San Francisco, present day
Cape pulled alongside the curb directly across from the park, only a block from the house where Sloth lived. Linda was waiting at the door when he arrived, her hair moving despite the lack of wind.
“Thanks for meeting me here,” said Cape.
Linda gave him a noncommittal smile. “Learn anything new?”
“I think someone wants me dead.”
“That’s new?” asked Linda. “I’ll bet plenty of people want you dead-ex-girlfriends, their ex-husbands or fiances from before you came along, their therapists, who are probably sick of hearing about you-”
Cape cut her off. “I think someone is trying to kill me-note the use of the present tense.”
“Oh,” said Linda, her hair shifting in apology. “That’s different.
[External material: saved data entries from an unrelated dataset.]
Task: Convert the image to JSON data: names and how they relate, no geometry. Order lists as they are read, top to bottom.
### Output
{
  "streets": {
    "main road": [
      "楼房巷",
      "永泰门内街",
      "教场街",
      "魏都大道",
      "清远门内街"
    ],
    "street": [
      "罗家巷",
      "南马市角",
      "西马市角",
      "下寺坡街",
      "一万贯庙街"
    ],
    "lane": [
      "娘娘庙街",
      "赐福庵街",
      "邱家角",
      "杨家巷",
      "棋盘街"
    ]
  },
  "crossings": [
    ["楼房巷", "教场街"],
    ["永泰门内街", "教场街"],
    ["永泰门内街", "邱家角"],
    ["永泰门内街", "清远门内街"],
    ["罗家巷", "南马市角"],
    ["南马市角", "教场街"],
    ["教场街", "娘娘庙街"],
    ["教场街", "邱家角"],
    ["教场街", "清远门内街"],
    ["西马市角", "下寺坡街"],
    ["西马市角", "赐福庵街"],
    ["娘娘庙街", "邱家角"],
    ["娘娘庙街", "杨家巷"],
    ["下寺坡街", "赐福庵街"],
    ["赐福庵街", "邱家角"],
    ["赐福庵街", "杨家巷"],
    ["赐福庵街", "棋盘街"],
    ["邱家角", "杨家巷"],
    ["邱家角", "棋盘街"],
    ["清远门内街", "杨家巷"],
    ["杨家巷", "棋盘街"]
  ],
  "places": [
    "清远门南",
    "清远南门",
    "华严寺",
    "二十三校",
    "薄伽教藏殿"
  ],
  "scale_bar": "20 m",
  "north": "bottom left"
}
I guess that means you’re making progress, huh?” She smiled encouragingly and turned to enter the house.
“You find anything?”
Linda’s hair nodded but she didn’t turn around. “I think so.”
Cape followed her through the short foyer, wondering if any of her other friends thought of her hair as a separate person, a fuzzy third wheel that wouldn’t leave you alone.
Sloth had designed his home around his affliction. Born with a rare neurological disorder, the Sloth didn’t get his nickname from how he looked, but for how he moved. Far slower than the world’s slowest mammal, it could take him an hour to cross the room, minutes to finish a single sentence. Until he came into contact with his first computer, the Sloth was trapped inside a frozen body that could only move at a glacial pace.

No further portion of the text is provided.